- The UoM consumer confidence index for September fell to 95.3 from 96.8 in August and was about in line with the estimate of 95. Current Conditions rose 3 pts to the best since November 2000 while Expectations were down by 4.3 pts after jumping by 7.2 pts in August. Those expecting Higher Income rose 1 pt after falling by 4 pts last month. Those expecting Lower Income was down by 3 pts after rising by the same amount in August. Business expectations were little changed as were employment expectations. Spending intentions were mixed. Those that plan to buy a home fell 2 pts to the weakest level since a one month drop in August 2011 and you have to go to 2009 before then. Those that said it’s a good time to sell a house rose by 6 pts to match the highest level since August 2005. Again, we’ve reached an inflection point with pricing where buyers are saying enough is enough with these 5-6% per annum price gains. Those that plan to buy a car/SUV fell 3 pts to a 4 month low and that is just one point from matching a 3 yr low. Peak autos. Buying intentions did improve by 6 pts from those wanting to buy a ‘major household item’ and is back to where it was 4 months ago. Likely in response to the rise in gasoline prices, one year inflation expectations rose one tenth to 2.7%, matching the highest level since April 2016. Lastly, this is how the UoM broke down the impact of the hurricane: “Across all interviews in early September, 9% spontaneously mentioned concerns that Harvey, Irma, or both, would have a negative impact on the overall economy. Among those who mentioned the hurricanes, the Sentiment Index was 80.2, while among those who did not spontaneously mention either hurricane, the Sentiment Index remained unchanged from last month at 96.8.”
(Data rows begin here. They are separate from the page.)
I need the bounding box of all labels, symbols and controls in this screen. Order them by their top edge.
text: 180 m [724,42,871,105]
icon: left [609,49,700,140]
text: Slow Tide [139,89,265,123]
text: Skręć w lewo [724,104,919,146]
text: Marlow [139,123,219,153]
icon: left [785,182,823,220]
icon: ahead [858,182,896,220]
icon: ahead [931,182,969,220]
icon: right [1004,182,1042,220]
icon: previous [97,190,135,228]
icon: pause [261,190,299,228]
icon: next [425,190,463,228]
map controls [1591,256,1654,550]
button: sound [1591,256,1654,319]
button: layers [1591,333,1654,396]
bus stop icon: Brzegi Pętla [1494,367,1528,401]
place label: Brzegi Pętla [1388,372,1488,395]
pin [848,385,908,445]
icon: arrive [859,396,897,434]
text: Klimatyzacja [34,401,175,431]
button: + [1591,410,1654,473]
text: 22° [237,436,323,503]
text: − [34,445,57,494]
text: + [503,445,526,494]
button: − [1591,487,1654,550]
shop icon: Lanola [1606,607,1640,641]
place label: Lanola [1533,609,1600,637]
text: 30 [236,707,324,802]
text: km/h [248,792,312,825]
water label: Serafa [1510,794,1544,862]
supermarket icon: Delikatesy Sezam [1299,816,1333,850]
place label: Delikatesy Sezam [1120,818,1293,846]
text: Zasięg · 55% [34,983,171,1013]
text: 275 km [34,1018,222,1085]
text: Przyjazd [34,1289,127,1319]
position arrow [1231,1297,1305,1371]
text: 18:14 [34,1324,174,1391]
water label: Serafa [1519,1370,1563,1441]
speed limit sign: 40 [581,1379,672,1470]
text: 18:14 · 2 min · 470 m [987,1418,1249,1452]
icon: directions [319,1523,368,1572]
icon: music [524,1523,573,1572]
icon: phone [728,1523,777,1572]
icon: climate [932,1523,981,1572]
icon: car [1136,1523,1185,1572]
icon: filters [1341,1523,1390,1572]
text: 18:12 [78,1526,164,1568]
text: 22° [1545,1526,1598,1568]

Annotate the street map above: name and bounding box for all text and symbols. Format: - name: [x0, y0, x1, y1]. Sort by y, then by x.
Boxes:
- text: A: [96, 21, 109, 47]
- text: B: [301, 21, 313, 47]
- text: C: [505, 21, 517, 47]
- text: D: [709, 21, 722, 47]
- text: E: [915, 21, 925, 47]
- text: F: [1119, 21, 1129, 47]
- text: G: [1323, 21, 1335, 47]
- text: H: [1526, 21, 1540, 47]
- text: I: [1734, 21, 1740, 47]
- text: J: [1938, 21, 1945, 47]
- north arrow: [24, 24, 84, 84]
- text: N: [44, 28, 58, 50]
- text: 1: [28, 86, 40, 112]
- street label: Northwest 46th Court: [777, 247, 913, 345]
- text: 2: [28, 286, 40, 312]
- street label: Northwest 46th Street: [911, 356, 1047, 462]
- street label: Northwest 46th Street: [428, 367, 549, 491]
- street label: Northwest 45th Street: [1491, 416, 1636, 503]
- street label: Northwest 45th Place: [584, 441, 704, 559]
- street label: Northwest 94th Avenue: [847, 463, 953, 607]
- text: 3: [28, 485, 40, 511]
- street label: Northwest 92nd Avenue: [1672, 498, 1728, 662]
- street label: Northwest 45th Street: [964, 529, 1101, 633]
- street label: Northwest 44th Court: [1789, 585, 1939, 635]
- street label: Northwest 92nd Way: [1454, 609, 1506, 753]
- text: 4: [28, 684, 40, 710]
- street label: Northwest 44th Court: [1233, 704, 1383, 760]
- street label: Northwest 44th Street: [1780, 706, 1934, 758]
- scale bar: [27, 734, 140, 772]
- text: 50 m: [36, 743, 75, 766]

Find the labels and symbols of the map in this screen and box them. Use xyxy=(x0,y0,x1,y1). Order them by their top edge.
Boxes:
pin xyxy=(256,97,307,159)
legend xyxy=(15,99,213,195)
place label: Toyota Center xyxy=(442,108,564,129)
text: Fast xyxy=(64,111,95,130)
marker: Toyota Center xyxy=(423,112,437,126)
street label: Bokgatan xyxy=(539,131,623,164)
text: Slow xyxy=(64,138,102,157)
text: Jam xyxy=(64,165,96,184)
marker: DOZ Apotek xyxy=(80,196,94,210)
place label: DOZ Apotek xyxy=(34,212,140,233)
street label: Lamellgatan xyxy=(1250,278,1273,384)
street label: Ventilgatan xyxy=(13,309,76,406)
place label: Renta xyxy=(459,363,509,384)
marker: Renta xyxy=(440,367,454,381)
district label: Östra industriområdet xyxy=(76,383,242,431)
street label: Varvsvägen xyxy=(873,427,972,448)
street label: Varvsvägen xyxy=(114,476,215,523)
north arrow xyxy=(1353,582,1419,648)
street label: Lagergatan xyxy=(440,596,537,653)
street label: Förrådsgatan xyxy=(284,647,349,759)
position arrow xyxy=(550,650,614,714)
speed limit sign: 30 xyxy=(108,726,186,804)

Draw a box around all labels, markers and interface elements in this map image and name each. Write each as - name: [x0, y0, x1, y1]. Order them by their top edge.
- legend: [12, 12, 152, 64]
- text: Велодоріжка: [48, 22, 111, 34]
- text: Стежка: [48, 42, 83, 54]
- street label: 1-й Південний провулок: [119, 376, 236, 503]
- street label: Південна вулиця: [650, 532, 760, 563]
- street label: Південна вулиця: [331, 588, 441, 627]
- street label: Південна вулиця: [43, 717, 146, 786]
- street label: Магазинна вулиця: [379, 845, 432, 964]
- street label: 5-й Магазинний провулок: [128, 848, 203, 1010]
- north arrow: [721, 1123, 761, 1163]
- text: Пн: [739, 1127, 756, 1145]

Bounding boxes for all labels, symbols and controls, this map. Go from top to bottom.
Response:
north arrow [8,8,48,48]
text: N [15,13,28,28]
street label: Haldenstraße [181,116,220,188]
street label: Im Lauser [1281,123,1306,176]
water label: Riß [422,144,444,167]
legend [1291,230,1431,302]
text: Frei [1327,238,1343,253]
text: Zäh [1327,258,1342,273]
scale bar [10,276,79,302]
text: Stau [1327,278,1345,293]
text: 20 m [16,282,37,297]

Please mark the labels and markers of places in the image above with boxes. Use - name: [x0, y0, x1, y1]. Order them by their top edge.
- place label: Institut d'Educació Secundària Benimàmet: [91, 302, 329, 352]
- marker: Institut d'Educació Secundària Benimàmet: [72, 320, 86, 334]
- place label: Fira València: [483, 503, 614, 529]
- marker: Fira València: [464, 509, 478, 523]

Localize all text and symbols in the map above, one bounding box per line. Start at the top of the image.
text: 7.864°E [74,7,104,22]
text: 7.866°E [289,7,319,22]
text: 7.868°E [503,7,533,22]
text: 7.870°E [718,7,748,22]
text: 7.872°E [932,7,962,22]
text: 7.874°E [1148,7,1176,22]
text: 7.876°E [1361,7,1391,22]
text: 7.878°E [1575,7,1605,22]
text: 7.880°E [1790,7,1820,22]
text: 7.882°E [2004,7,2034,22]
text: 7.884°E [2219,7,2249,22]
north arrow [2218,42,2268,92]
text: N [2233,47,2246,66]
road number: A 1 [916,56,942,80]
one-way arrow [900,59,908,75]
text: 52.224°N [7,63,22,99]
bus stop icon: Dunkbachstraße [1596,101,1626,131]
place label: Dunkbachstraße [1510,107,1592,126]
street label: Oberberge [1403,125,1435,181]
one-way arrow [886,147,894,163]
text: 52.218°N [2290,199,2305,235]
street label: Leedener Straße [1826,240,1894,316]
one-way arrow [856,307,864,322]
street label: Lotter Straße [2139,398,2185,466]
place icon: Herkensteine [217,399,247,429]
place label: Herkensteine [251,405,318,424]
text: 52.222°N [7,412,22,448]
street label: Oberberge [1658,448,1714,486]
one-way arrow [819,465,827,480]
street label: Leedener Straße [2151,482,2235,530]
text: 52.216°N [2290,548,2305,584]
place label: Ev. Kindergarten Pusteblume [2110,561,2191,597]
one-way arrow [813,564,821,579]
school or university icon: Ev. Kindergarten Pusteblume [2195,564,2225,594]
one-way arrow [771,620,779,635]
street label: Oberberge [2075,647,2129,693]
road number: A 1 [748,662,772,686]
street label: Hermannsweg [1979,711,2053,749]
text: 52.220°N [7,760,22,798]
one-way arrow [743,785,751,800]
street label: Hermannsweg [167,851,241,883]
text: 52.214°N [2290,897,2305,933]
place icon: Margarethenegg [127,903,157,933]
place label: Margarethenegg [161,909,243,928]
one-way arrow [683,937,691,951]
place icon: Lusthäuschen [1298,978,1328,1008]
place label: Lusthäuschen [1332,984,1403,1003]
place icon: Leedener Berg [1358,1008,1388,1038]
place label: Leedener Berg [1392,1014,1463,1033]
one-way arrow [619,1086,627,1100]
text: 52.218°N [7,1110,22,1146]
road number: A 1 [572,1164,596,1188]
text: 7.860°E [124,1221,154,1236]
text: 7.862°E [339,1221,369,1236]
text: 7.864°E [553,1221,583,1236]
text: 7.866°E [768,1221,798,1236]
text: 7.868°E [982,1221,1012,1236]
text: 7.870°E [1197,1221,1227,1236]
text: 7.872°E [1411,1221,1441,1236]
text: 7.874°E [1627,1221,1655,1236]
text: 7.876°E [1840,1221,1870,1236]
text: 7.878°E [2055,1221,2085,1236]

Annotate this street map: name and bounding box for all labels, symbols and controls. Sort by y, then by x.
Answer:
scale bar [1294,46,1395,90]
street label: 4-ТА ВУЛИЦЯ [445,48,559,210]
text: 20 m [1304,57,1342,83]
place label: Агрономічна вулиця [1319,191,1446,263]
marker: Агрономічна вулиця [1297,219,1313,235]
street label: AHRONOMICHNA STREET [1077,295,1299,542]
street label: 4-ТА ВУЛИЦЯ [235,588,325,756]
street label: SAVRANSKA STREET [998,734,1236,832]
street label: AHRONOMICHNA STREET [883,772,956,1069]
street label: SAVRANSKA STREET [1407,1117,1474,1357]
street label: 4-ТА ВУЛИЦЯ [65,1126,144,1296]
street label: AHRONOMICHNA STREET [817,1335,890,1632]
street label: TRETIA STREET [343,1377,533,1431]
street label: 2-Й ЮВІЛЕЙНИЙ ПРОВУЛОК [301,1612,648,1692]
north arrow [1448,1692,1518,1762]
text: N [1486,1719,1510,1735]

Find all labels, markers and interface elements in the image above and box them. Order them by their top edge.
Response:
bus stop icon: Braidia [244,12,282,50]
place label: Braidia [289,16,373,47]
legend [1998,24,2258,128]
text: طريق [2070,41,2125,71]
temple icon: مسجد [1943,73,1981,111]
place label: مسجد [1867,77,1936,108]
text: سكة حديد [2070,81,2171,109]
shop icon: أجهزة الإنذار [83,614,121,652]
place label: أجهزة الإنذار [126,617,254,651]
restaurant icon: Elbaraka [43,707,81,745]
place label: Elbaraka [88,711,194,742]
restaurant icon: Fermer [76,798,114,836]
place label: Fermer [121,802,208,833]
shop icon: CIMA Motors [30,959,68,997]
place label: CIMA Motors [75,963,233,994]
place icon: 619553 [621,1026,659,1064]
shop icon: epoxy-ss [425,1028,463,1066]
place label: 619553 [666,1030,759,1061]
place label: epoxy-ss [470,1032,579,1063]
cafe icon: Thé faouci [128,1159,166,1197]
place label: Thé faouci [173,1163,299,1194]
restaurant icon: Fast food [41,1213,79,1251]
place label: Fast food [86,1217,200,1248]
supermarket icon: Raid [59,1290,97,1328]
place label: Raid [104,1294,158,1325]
- The NY manufacturing index for September was 24.4, down slightly from 25.2 in August but was 6 pts above the estimate. The key components of new orders, backlogs, inventories and employment were higher. Prices paid rose to the highest level since February as did prices received likely in response to the recent rise in commodity prices. Encouragingly (and follows the rise in the NFIB component) capital spending plans rose by 13 pts to a 5 month high. Also, expected spending on technology was much higher.
- Initial jobless claims totaled 284k, 16k less than the forecast which was of course boosted to take into account the hurricane stricken regions (wasn’t just Houston as claims were estimated for Florida, South Caroline and Georgia in anticipation of the storm).
- In July, the number of job openings rose to a fresh record high at 6.17mm, up slightly from 6.12mm in June and above the forecast of 6mm. This data series goes back to December 2000. Hiring’s rose by 69k and was enough to lift the hiring rate up by one tenth to 3.8% (which does match the best since ’07 but remains well below the peak last decade of 4.4%). The number of people quitting their jobs rose a modest 34k and the quit rate was also up one tenth to 2.2%.
- The US NFIB small business optimism index for August was little changed at 105.3 vs 105.2 in July. It still though is pretty much holding its post election spike where it went from 94.9 to 98.4 in November and to 105.8 in December. The NFIB bottomed lined the report by saying “Higher optimism resulted first in higher employment activity, and now we’re seeing more small business owners making capital investments…Consumer demand is very strong, and the regulatory relief has been dramatic. Small business owners still expect progress on tax reform and healthcare, and they will be watching closely.”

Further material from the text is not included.